CBRE: ‘Voracious’ Demand for E-Commerce Industrial Centers

Voracious global demand for e-commerce fulfillment and distribution centers fueled a 2.8 percent year-over-year increase in prime logistics rents globally–led by double-digit gains in U.S. coastal markets–reported CBRE, Los Angeles.

CBRE’s Global Prime Logistics Rents report said U.S. cities made up six of the top 10 markets with the fastest-growing prime logistics rents worldwide, led by Oakland, Calif.’s nearly 30 percent gain.

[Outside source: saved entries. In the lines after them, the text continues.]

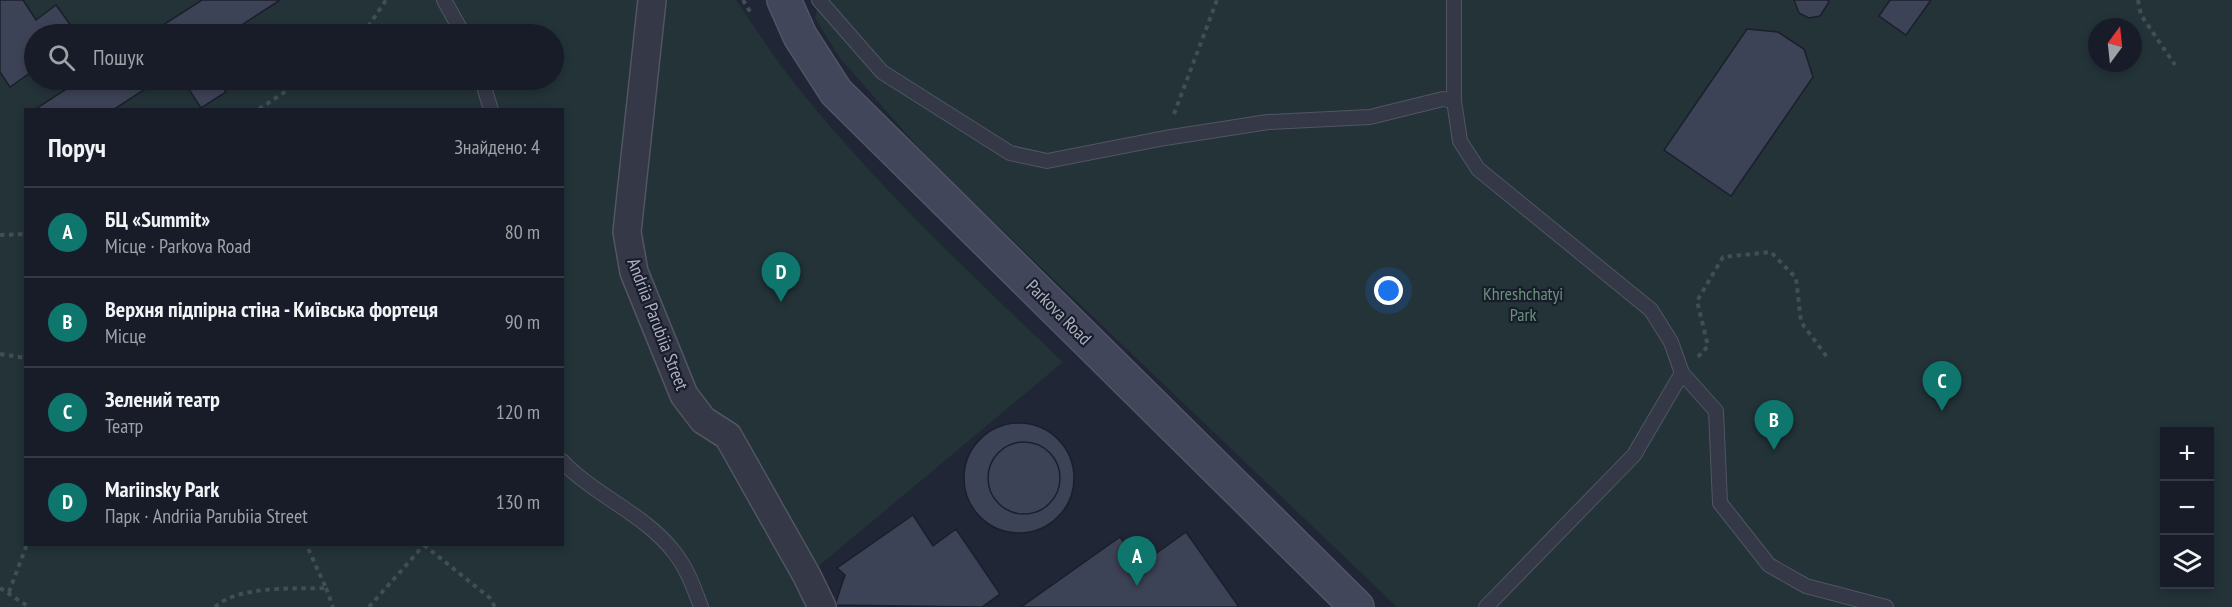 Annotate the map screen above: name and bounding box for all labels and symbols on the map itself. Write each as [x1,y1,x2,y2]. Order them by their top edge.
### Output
north arrow [2088,18,2142,72]
pin: D [762,252,800,302]
street label: Andriia Parubiia Street [622,255,694,393]
street label: Parkova Road [1022,275,1096,349]
your location [1374,276,1403,305]
park label: Khreshchatyi Park [1483,282,1563,326]
pin: C [1922,362,1962,411]
pin: B [1754,400,1794,450]
pin: A [1118,536,1156,586]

“Global consumer demand is strong, and an ever-increasing share of retail sales are taking place online,” said CBRE Global Chief Economist Richard Barkham. “That is prompting traditional retailers, e-commerce companies and third-party logistics firms to seek out advanced ‘prime’ logistics warehouses to modernize their supply chains and thus facilitate the rapid delivery of goods.”

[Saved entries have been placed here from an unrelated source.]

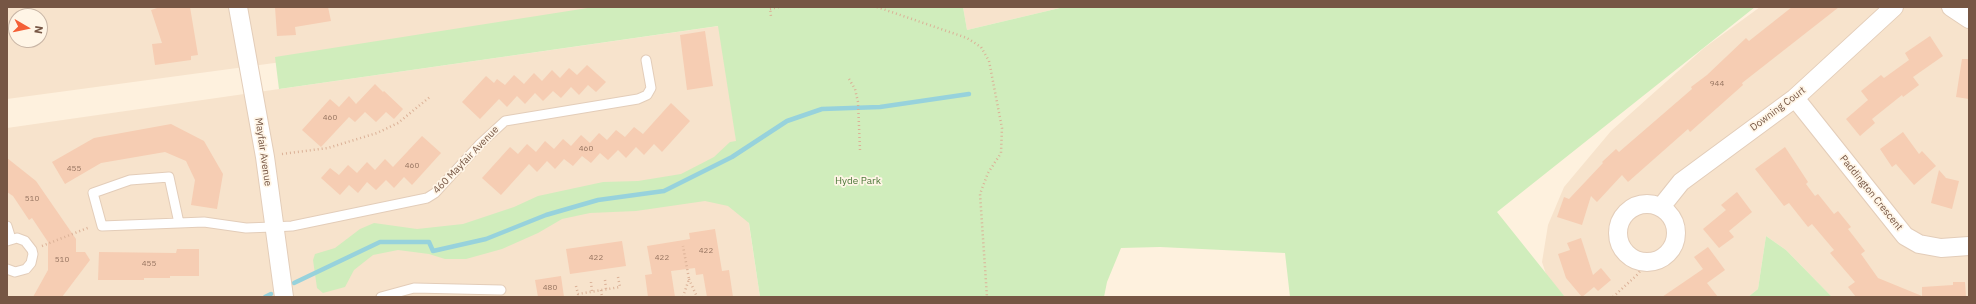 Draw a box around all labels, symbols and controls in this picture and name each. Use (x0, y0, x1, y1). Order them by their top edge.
north arrow (8, 8, 48, 48)
text: N (31, 25, 46, 35)
house number: 944 (1710, 79, 1724, 89)
street label: Downing Court (1748, 84, 1808, 134)
house number: 460 (323, 113, 337, 123)
street label: Mayfair Avenue (252, 117, 274, 187)
street label: 460 Mayfair Avenue (431, 124, 501, 196)
house number: 460 (579, 144, 593, 154)
street label: Paddington Crescent (1837, 153, 1905, 233)
house number: 460 (405, 161, 419, 171)
house number: 455 (67, 164, 81, 174)
park label: Hyde Park (835, 175, 881, 187)
house number: 510 (25, 194, 39, 204)
house number: 422 (699, 246, 713, 256)
house number: 422 (589, 253, 603, 263)
house number: 422 (655, 253, 669, 263)
house number: 510 (55, 255, 69, 265)
house number: 455 (142, 259, 156, 269)
house number: 480 (543, 283, 557, 293) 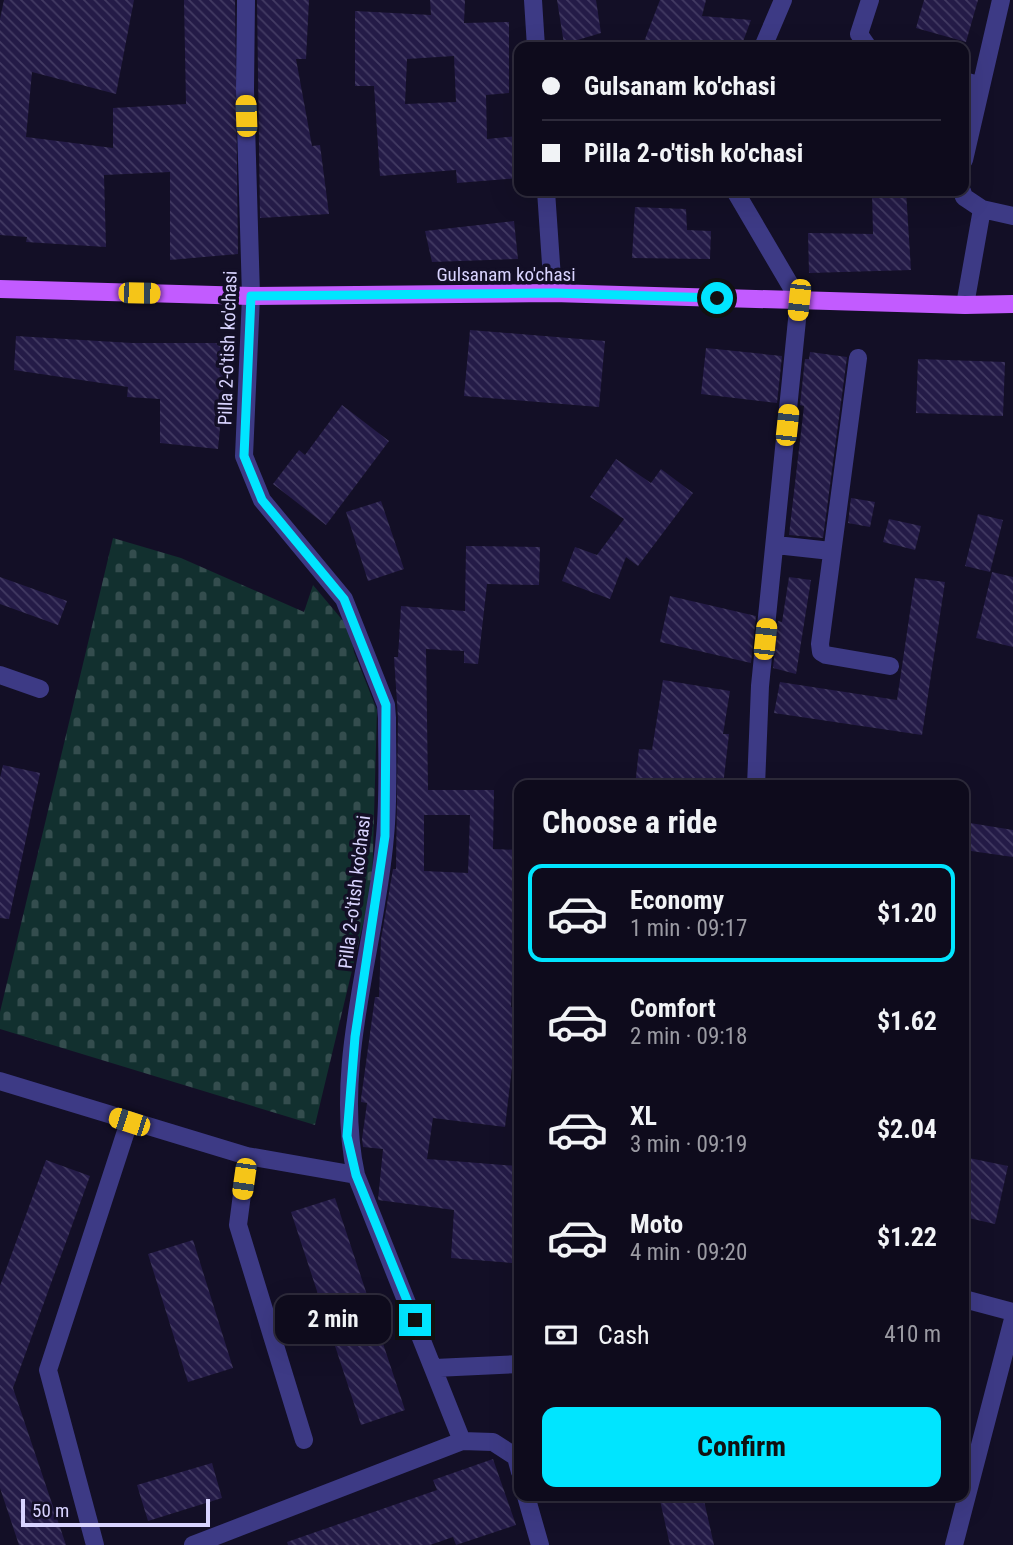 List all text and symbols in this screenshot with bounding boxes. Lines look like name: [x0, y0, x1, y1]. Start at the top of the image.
text: Gulsanam ko'chasi: [584, 71, 776, 101]
car: [235, 95, 258, 137]
text: Pilla 2-o'tish ko'chasi: [584, 138, 803, 168]
street label: Gulsanam ko'chasi: [436, 263, 576, 286]
street label: Pilla 2-o'tish ko'chasi: [213, 270, 242, 426]
car: [787, 278, 812, 322]
car: [118, 282, 161, 304]
route start: [701, 282, 733, 314]
car: [775, 403, 800, 447]
car: [753, 617, 778, 661]
text: Choose a ride: [542, 803, 717, 841]
street label: Pilla 2-o'tish ko'chasi: [334, 814, 375, 970]
icon: car: [546, 882, 609, 945]
text: Economy: [630, 885, 724, 915]
text: $1.20: [877, 898, 937, 928]
text: 1 min · 09:17: [630, 915, 747, 942]
icon: car: [546, 990, 609, 1053]
text: Comfort: [630, 993, 716, 1023]
text: $1.62: [877, 1006, 937, 1036]
text: 2 min · 09:18: [630, 1023, 747, 1050]
icon: car: [546, 1098, 609, 1161]
text: XL: [630, 1101, 657, 1131]
car: [106, 1106, 153, 1138]
text: $2.04: [877, 1114, 937, 1144]
text: 3 min · 09:19: [630, 1131, 747, 1158]
car: [231, 1157, 258, 1201]
icon: car: [546, 1206, 609, 1269]
text: Moto: [630, 1209, 683, 1239]
text: $1.22: [877, 1222, 937, 1252]
text: 4 min · 09:20: [630, 1239, 747, 1266]
callout: 2 min: [275, 1296, 390, 1344]
route end: [399, 1304, 431, 1336]
text: 2 min: [307, 1306, 359, 1333]
icon: cash: [542, 1316, 580, 1354]
text: Cash: [598, 1320, 650, 1350]
text: 410 m: [884, 1321, 941, 1348]
button: Confirm: [542, 1407, 941, 1487]
scale bar: [21, 1496, 210, 1528]
text: 50 m: [32, 1499, 69, 1522]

Barkham said growth in prime logistics rents in the Americas (up 5.6 percent) outpaced Asia (up 2.5 percent) and the  Europe, Middle East and Africa region (up 0.8 percent) last year. He defined prime rents as the highest achievable rents for a highest-quality logistics facility.

CBRE Head of Industrial and Logistics Research David Egan said developers cannot keep up with demand. “Therefore, industrial occupiers should expect to see rents rising for a while longer,” he said.

American seaports and inland ports posted the largest worldwide gains in 2015 due mostly to the increasing flow of goods into and throughout the region from online sales, CBRE said. In addition to Oakland in the No. 1 spot, other fast-growing U.S. markets for prime logistics rents include New Jersey at No. 2; California’s Inland Empire at No. 3; Los Angeles-Orange County at No. 7; Dallas-Fort Worth at No. 8; and Atlanta at No. 9.

U.S. coastal markets drove the sharp rise in prime rents in the Americas, CBRE reported. “Relentless occupier demand drove up pricing,” the report said. “In Oakland, desire for quality premises is the dominant factor for inner-bay logistics users despite the high cost. New development in some markets, such as the Inland Empire, is commanding premium rates.”

Much of the upward rent pressure in American logistics markets comes from a supply chain “arms race of sorts” among retailers, shippers and suppliers seeking to accommodate e-commerce growth, CBRE said. “In heavy demand are modern distribution centers and fulfillment centers with features such as a high loading dock ratio and clear ceiling heights of at least 26 feet to accommodate high-tech stacking racks and automated storage-and-retrieval systems. Many such facilities are being built close to large population centers, where land costs are high.”